- **WORK INSTRUCTION**: Pictures excluded, return the lines below from the first through the line holding "0 3.5px,transparent 0".

- **ENTRIES SHOWN**:
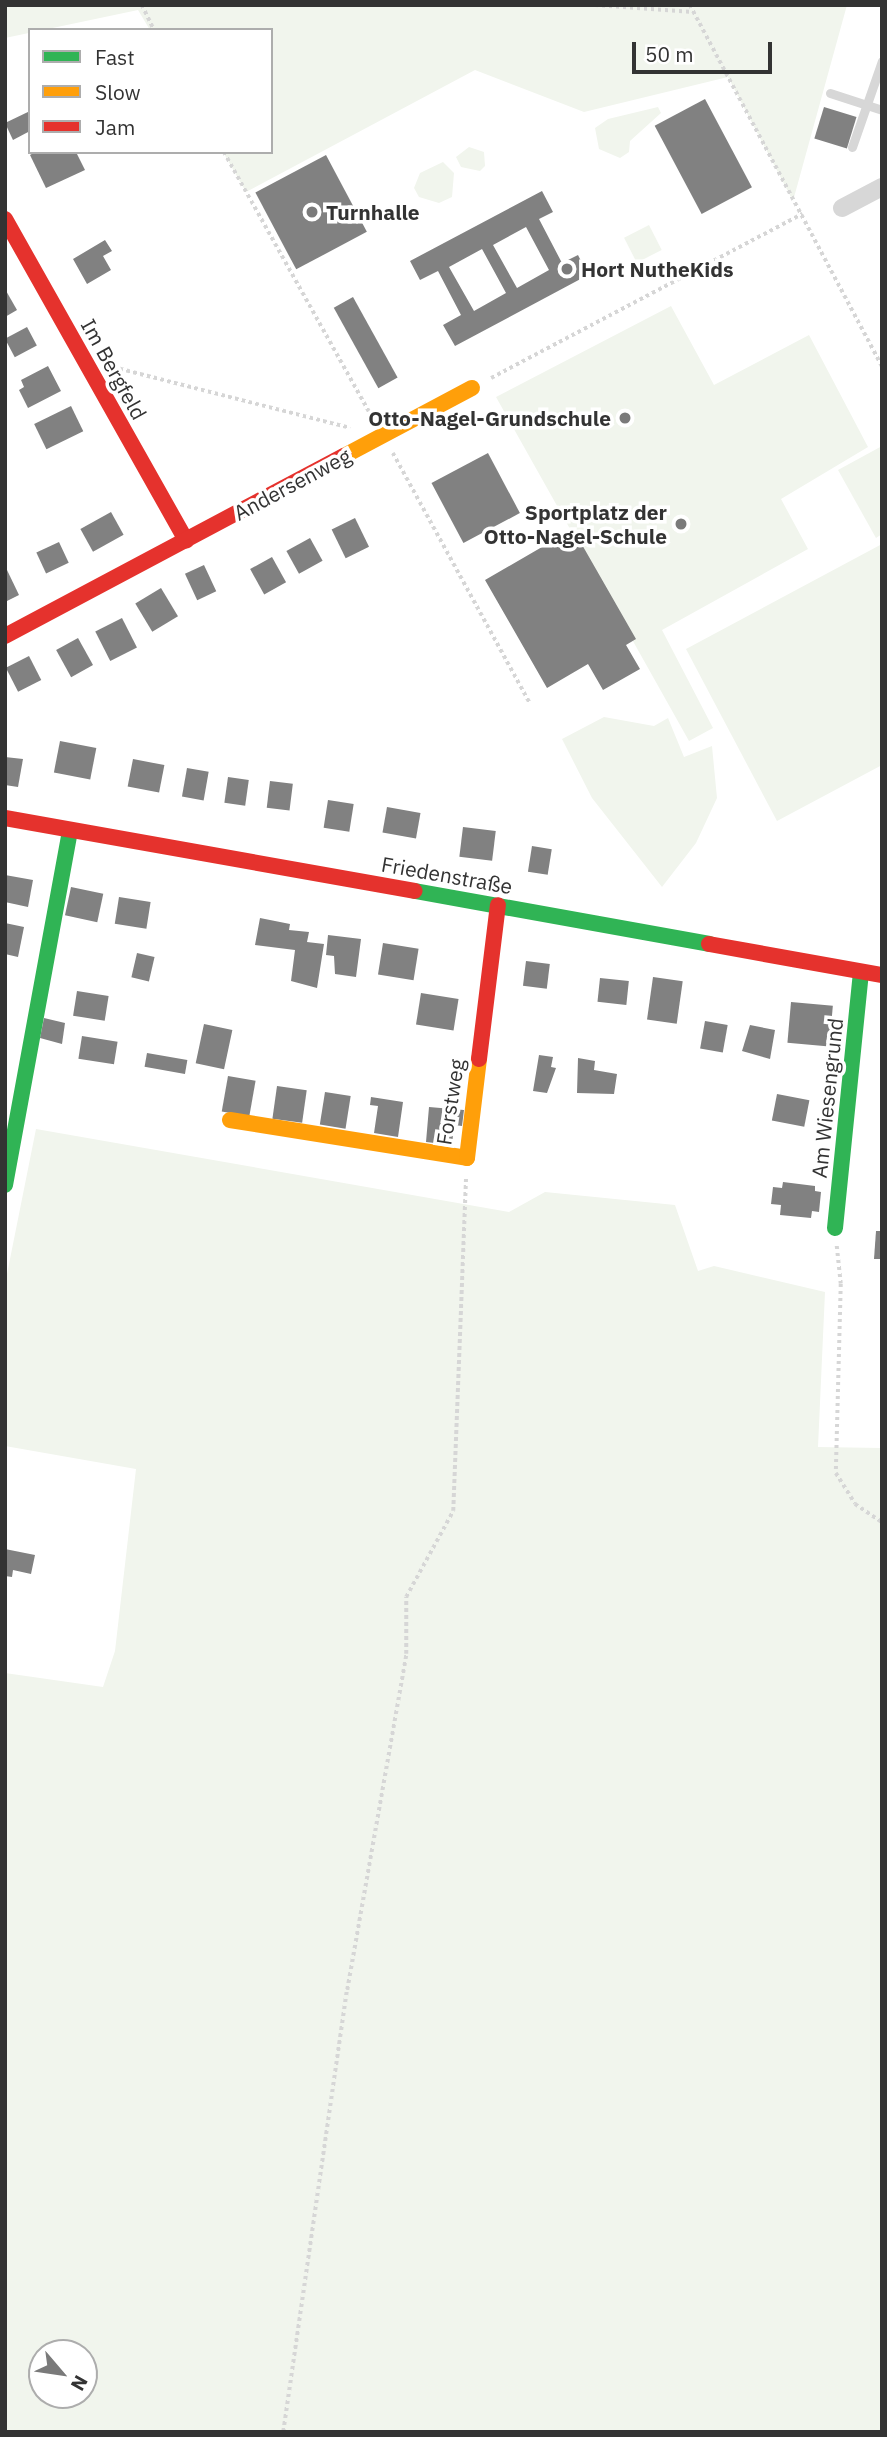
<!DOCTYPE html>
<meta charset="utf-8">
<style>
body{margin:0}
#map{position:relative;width:887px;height:2437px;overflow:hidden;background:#fff;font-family:"IBM Plex Sans",sans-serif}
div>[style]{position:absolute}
.green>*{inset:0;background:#f1f5ed;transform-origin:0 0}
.building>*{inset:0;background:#818181;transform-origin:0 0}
.path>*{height:3.5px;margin-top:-1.75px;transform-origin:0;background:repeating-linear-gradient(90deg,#d6d6d6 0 3.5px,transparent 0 7px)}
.lane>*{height:9px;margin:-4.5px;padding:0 4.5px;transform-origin:4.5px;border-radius:4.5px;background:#d7d7d7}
.street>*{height:18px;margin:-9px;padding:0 9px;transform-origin:9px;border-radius:9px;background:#d7d7d7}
.fast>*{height:16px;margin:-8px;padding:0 8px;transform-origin:8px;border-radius:8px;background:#30b455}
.slow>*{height:16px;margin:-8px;padding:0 8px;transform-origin:8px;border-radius:8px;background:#ff9f0a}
.jam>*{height:16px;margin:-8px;padding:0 8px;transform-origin:8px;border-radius:8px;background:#e5322d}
.dots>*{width:19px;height:19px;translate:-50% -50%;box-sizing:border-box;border:4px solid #fff;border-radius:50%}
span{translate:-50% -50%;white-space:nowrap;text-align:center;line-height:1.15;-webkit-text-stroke:7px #fff;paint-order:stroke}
.poi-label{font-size:21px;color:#333;font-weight:700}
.left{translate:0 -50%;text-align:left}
.right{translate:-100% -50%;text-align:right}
.street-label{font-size:21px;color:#333}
.frame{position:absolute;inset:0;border:7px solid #333;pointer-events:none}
.legend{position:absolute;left:28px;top:28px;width:245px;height:126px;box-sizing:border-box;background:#fff;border:2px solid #adadad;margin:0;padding:9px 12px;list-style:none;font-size:21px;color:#333}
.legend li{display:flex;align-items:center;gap:14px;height:35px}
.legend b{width:35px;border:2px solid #adadad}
.north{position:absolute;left:28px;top:2339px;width:70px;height:70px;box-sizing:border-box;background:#fff;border:2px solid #adadad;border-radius:50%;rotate:119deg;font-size:19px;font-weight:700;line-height:28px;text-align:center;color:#333}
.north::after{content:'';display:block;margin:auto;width:24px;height:32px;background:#7a7a7a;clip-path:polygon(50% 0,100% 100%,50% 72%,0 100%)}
.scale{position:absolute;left:632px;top:42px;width:140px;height:32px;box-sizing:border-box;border:4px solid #333;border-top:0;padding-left:9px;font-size:21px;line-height:24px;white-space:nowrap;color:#333;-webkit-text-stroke:5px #fff;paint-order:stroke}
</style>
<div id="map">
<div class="green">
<div style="clip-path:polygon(5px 5px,847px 5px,793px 201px,728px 77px,584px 112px,475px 70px,246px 192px,223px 152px,271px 152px,271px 30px,150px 30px,138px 10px,5px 38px)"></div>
<div style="clip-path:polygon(658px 107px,661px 113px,630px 141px,629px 152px,620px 158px,599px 149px,595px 128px,608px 119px)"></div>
<div style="clip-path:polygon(469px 147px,484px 152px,485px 166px,480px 171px,461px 167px,456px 157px)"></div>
<div style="clip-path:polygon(443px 162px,454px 173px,452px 197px,439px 203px,419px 197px,414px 188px,420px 173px)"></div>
<div style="left:649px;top:225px;width:28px;height:28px;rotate:63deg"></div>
<div style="clip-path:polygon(671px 306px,714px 385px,809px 335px,868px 447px,781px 499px,808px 549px,662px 630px,713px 728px,689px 741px,496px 397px)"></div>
<div style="clip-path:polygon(882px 446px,882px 534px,876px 538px,838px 470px)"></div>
<div style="clip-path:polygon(882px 544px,882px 765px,777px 821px,686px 649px)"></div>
<div style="clip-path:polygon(604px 717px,654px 726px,668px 718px,684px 757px,712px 746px,717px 798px,696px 843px,662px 887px,592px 798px,562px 739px)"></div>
<div style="clip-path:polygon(evenodd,36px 1129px,509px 1212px,545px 1192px,675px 1205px,698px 1271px,714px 1266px,825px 1292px,818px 1447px,882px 1448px,882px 2432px,5px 2432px,5px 1673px,103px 1687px,115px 1651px,136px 1469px,5px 1446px,5px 1284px,36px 1129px,42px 2353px,84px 2353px,84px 2395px,42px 2395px,42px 2353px)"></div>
</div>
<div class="building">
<div style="left:705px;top:99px;width:100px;height:57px;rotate:62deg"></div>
<div style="left:824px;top:107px;width:34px;height:33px;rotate:17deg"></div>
<div style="clip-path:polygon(30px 111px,30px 131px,13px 140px,5px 123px)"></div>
<div style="clip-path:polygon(35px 152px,76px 152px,85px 170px,46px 188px,30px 155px)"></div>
<div style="left:326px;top:155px;width:87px;height:80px;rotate:62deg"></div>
<div style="clip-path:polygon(evenodd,542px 191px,553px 212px,539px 219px,562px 263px,578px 255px,588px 275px,455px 346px,443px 325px,461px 315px,438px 271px,420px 280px,410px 261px,542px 191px,526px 227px,549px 270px,517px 288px,493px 245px,526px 227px,542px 191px,482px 249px,506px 293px,474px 311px,449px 267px,482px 249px)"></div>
<div style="clip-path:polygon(105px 240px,112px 251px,103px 256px,111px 270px,87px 284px,73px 259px)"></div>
<div style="clip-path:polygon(5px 289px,17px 310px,5px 317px)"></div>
<div style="left:353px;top:297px;width:92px;height:22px;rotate:61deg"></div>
<div style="left:27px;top:327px;width:21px;height:25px;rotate:62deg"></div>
<div style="clip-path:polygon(48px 366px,61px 391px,28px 408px,19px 390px,24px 387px,21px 380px)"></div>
<div style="left:71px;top:406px;width:28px;height:41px;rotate:64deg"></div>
<div style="left:488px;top:453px;width:68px;height:64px;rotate:62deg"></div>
<div style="left:111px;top:512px;width:26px;height:35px;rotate:61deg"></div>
<div style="left:355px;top:518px;width:32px;height:26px;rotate:64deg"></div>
<div style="clip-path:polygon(573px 529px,636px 639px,626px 645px,640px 669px,603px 690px,588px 664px,547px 688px,485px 580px)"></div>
<div style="left:310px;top:538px;width:26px;height:27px;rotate:61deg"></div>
<div style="left:59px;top:542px;width:23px;height:25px;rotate:65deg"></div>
<div style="left:272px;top:557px;width:29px;height:25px;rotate:61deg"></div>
<div style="left:204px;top:565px;width:29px;height:21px;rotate:65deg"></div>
<div style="clip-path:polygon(7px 570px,19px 595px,5px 602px,5px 571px)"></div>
<div style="left:161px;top:588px;width:33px;height:30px;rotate:59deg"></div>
<div style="left:122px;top:618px;width:33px;height:30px;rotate:63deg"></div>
<div style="left:78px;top:638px;width:31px;height:25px;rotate:61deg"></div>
<div style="left:29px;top:656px;width:27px;height:26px;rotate:63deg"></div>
<div style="left:60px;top:741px;width:37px;height:32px;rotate:11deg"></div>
<div style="clip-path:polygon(5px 757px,23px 759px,18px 787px,5px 785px)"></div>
<div style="left:133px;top:759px;width:32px;height:28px;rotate:11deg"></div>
<div style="left:187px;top:768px;width:22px;height:29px;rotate:10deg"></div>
<div style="left:228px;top:777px;width:21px;height:26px;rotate:8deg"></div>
<div style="left:270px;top:781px;width:23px;height:27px;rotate:7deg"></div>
<div style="left:328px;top:800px;width:26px;height:28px;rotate:9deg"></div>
<div style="left:387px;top:807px;width:34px;height:26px;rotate:10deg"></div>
<div style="left:463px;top:827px;width:33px;height:30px;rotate:7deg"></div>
<div style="left:532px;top:846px;width:20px;height:26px;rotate:9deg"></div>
<div style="clip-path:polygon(5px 875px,33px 880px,28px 907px,5px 902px)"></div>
<div style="left:71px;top:887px;width:33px;height:29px;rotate:12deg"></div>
<div style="left:119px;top:897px;width:32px;height:27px;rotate:9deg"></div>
<div style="clip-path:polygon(260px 918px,290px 924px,289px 930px,309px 932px,307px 942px,324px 944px,317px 988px,291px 981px,295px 950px,255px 945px)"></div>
<div style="clip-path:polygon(5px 923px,24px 927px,18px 957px,5px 954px)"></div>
<div style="clip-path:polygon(328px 935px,361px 939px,356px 977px,335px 974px,334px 956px,326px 955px)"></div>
<div style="left:383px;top:943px;width:36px;height:32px;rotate:9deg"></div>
<div style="left:137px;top:953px;width:18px;height:25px;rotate:13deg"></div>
<div style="left:526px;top:961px;width:24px;height:25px;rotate:7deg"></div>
<div style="left:653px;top:977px;width:30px;height:43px;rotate:8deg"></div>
<div style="left:600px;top:978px;width:29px;height:24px;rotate:6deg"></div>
<div style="left:77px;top:991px;width:32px;height:25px;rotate:9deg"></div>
<div style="left:421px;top:993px;width:38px;height:32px;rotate:9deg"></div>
<div style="left:791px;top:1002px;width:42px;height:41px;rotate:5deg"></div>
<div style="clip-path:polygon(44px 1018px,65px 1023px,62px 1044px,40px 1038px)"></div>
<div style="left:705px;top:1021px;width:23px;height:28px;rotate:10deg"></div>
<div style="left:204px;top:1024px;width:29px;height:40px;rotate:12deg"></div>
<div style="clip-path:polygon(750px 1025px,775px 1030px,770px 1059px,742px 1051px)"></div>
<div style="left:82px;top:1036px;width:36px;height:23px;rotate:9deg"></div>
<div style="left:147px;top:1053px;width:41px;height:14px;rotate:10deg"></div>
<div style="clip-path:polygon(539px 1055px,553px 1057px,551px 1067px,556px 1068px,547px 1093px,533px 1091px)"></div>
<div style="clip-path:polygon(578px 1058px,595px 1061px,594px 1070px,617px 1074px,614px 1094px,577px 1093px)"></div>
<div style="left:228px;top:1076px;width:28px;height:36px;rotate:10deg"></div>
<div style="left:277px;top:1086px;width:30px;height:33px;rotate:8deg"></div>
<div style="left:325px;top:1092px;width:26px;height:33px;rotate:9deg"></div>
<div style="left:777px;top:1094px;width:33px;height:27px;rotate:11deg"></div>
<div style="clip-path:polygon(371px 1097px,403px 1102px,398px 1137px,374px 1133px,378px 1106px,370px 1105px)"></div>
<div style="clip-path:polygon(429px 1107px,464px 1110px,462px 1126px,454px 1125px,452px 1145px,426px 1142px)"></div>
<div style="clip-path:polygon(783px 1182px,815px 1186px,815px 1191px,821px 1192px,819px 1212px,812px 1211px,811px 1218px,780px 1215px,781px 1205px,771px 1204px,773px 1187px,782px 1188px)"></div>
<div style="clip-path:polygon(876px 1231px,882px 1231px,882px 1259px,874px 1259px)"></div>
<div style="clip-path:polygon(5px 1549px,35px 1555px,31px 1574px,13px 1570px,12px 1577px,5px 1576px)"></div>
</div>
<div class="path">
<div style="left:142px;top:5px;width:28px;rotate:64deg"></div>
<div style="left:595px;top:5px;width:98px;rotate:4.1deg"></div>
<div style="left:690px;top:5px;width:409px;rotate:62deg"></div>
<div style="left:224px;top:152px;width:306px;rotate:60.8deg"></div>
<div style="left:113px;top:367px;width:245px;rotate:14.4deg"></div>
<div style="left:491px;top:378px;width:352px;rotate:-27.8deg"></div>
<div style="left:393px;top:453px;width:285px;rotate:61.3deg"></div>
<div style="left:837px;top:1246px;width:38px;rotate:84deg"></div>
<div style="left:841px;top:1284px;width:189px;rotate:91.5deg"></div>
<div style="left:836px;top:1473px;width:36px;rotate:58deg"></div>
<div style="left:855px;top:1504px;width:32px;rotate:34deg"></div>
<div style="left:283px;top:2432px;width:447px;rotate:-81.8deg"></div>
<div style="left:347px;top:1990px;width:341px;rotate:-80deg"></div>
<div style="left:406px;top:1654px;width:57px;rotate:-90deg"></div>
<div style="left:406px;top:1597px;width:98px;rotate:-61.3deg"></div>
<div style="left:453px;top:1511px;width:332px;rotate:-87.8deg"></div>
</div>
<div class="lane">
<div style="left:830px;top:93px;width:55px;rotate:18.1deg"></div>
<div style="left:852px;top:147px;width:91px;rotate:-70.8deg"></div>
</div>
<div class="street">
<div style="left:842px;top:208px;width:45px;rotate:-27.7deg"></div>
</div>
<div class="fast">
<div style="left:415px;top:891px;width:299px;rotate:10.2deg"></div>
<div style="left:5px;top:1185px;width:361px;rotate:-79.6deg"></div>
<div style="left:835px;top:1228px;width:257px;rotate:-84.2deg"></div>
</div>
<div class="slow">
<div style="left:344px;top:456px;width:145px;rotate:-28deg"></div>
<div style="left:230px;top:1120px;width:240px;rotate:9.1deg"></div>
<div style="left:467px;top:1158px;width:100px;rotate:-83.1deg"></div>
</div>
<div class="jam">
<div style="left:5px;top:219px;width:369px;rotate:60.6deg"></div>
<div style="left:5px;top:636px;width:384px;rotate:-28deg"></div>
<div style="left:5px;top:818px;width:416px;rotate:10.1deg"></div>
<div style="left:709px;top:944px;width:176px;rotate:10.2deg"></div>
<div style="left:479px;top:1059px;width:155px;rotate:-83deg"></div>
</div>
<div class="dots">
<div style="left:312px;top:212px;background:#7a7a7a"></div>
<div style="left:567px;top:269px;background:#7a7a7a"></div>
<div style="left:625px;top:418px;background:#7a7a7a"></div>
<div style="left:681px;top:524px;background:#7a7a7a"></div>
</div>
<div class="poi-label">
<span class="left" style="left:326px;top:212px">Turnhalle</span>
<span class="left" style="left:581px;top:269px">Hort NutheKids</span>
<span class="right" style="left:611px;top:418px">Otto-Nagel-Grundschule</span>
<span class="right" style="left:667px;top:524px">Sportplatz der<br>Otto-Nagel-Schule</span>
</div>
<div class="street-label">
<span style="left:114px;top:369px;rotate:61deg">Im Bergfeld</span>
<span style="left:292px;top:484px;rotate:-28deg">Andersenweg</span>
<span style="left:447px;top:875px;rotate:10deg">Friedenstraße</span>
<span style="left:827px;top:1098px;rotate:-84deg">Am Wiesengrund</span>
<span style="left:450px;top:1102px;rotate:-81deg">Forstweg</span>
</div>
<div class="frame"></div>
<ul class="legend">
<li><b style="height:9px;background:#30b455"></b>Fast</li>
<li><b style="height:9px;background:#ff9f0a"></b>Slow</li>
<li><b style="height:9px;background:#e5322d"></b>Jam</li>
</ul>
<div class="north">N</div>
<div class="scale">50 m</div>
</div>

- **COMPLETED EXERCISE**:
<!DOCTYPE html>
<meta charset="utf-8">
<style>
body{margin:0}
#map{position:relative;width:887px;height:2437px;overflow:hidden;background:#fff;font-family:"IBM Plex Sans",sans-serif}
div>[style]{position:absolute}
.green>*{inset:0;background:#f1f5ed;transform-origin:0 0}
.building>*{inset:0;background:#818181;transform-origin:0 0}
.path>*{height:3.5px;margin-top:-1.75px;transform-origin:0;background:repeating-linear-gradient(90deg,#d6d6d6 0 3.5px,transparent 0 7px)}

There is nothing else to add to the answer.